Una arreó un sopapo a la otra, que se lanzó uñas por delante a arañarle la cara. Rodaron por el suelo y terminaron por caer en un inmenso charco, asqueroso y pestilente. La muchedumbre bramó pidiendo sangre, animándolas a pelear, y la matrona con la que Víctor intentaba hablar corrió hacia ellas. El hizo otro tanto. Las separaron. Víctor cogió a la suya por detrás cuando ya arrastraba a su rival por el pelo, negro y sucio, y la agarró con fuerza.

– ¡Basta! -gritó la mujer de más entendimiento, que con su fuerte brazo inmovilizó a la otra contendiente por el gaznate-. No merece la pena pelear por un hombre. Aquí no hay nada que ver. ¡Cada mochuelo a su olivo!

Dos mujeres, negras por la suciedad, se llevaron a la que sujetaba Víctor, mientras que la otra, que parecía hacer esfuerzos por no asfixiarse, pareció entrar en razón ante la inquisitiva mirada de la grandullona que había detenido la pelea. Parecía tener mando en plaza. Después de soltar a su presa, que se perdió en dirección contraria, aquella impresionante mujer miró a Víctor y le sonrió como dándole las gracias.

Fue entonces cuando un pilluelo pasó frente a él y le empujó. Otro diablillo se había situado detrás de él y le hizo trastabillar y caer a un charco. Pensó que acabaría cogiendo el tifus. Quedó empapado entre las risas del respetable, íntegramente formado por féminas, pues la mayoría de los hombres no había vuelto aún del tajo.

– Rosalía de la Cruz -dijo la mujerona tendiéndole el brazo. Lo levantó de un tirón sin apenas esfuerzo.

– Víctor Ros -contestó él sacudiéndose la ropa y el sombrero. Estaba empapado.

Se miraron.

Estallaron en una carcajada.

– Hueles a policía desde más de un kilómetro.

– Lo sé -dijo él-Pero en ningún momento he querido ocultarlo.

– ¿Quieres secarte?

– Sí, mejor, aunque hace calor.

Ella lo llevó a su caseta. Era de las mejores, casi toda de ladrillo y limpia por dentro. El piso, de tierra, había sido aplanado. Víctor se quitó la chaqueta y la puso junto a un fuego sobre el que aquella mujer calentaba una especie de puchero. Olía bien.

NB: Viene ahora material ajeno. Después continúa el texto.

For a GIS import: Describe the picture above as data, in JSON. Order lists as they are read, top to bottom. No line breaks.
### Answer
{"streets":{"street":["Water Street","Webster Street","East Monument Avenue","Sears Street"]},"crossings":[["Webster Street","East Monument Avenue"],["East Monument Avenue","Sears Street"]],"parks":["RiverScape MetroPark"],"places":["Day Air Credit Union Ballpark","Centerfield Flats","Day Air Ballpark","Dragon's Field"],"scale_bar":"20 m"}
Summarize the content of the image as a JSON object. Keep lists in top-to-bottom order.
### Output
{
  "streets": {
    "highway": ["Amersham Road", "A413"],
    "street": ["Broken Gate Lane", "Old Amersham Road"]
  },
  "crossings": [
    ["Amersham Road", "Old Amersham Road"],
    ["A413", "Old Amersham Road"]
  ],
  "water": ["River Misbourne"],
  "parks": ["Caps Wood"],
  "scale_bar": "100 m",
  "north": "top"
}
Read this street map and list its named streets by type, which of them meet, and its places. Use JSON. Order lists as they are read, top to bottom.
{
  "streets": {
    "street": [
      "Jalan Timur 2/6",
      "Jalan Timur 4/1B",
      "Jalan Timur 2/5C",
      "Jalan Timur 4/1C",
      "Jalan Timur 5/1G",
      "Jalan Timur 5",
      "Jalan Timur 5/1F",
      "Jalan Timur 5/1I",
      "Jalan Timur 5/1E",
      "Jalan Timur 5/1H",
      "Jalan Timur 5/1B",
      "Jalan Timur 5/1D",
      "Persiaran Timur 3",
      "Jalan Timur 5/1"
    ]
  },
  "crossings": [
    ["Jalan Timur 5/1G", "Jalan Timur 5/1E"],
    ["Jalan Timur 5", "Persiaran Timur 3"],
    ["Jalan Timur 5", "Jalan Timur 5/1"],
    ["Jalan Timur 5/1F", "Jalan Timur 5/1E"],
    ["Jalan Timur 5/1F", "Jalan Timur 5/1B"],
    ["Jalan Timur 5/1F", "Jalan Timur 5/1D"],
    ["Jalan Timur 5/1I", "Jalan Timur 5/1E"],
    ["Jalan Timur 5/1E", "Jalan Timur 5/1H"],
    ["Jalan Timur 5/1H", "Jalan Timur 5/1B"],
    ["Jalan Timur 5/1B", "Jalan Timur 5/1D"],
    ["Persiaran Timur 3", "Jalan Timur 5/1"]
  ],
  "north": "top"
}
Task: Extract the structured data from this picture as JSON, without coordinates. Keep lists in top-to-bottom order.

– Mi hombre llegará pronto.

– ¿Trabaja por aquí?

– Sí. En una fábrica -dijo ella-. Doce horas diarias por una miseria.

– ¿De dónde eres?

– Nací aquí, pero mis padres vinieron de Extremadura. Él arqueó las cejas diciendo:

– Yo soy madrileño, vivo en Madrid, pero nací en el valle del Jerte.

Se hizo un silencio:

– Vaya, somos paisanos entonces. ¿Quieres un café?

Dijo que sí venciendo cierta aprensión.

– Tú eres como nosotros -añadió la mujer.-En efecto. En mis primeros años en Madrid fui un rateri11o. Conocí el hambre.

– Otro en tu lugar hubiera sacado eso y se hubiera liado a tiros -dijo ella señalando el revólver de Víctor, que descansaba en la funda, bajo la axila.

– No me separo nunca de él desde un incidente que tuve en Córdoba que por poco me cuesta la vida. Lo del charco ha sido una trastada de crios. Sólo me he mojado un poco.

Observó que más de veinte mujeres se arracimaban en la puerta de la chabola.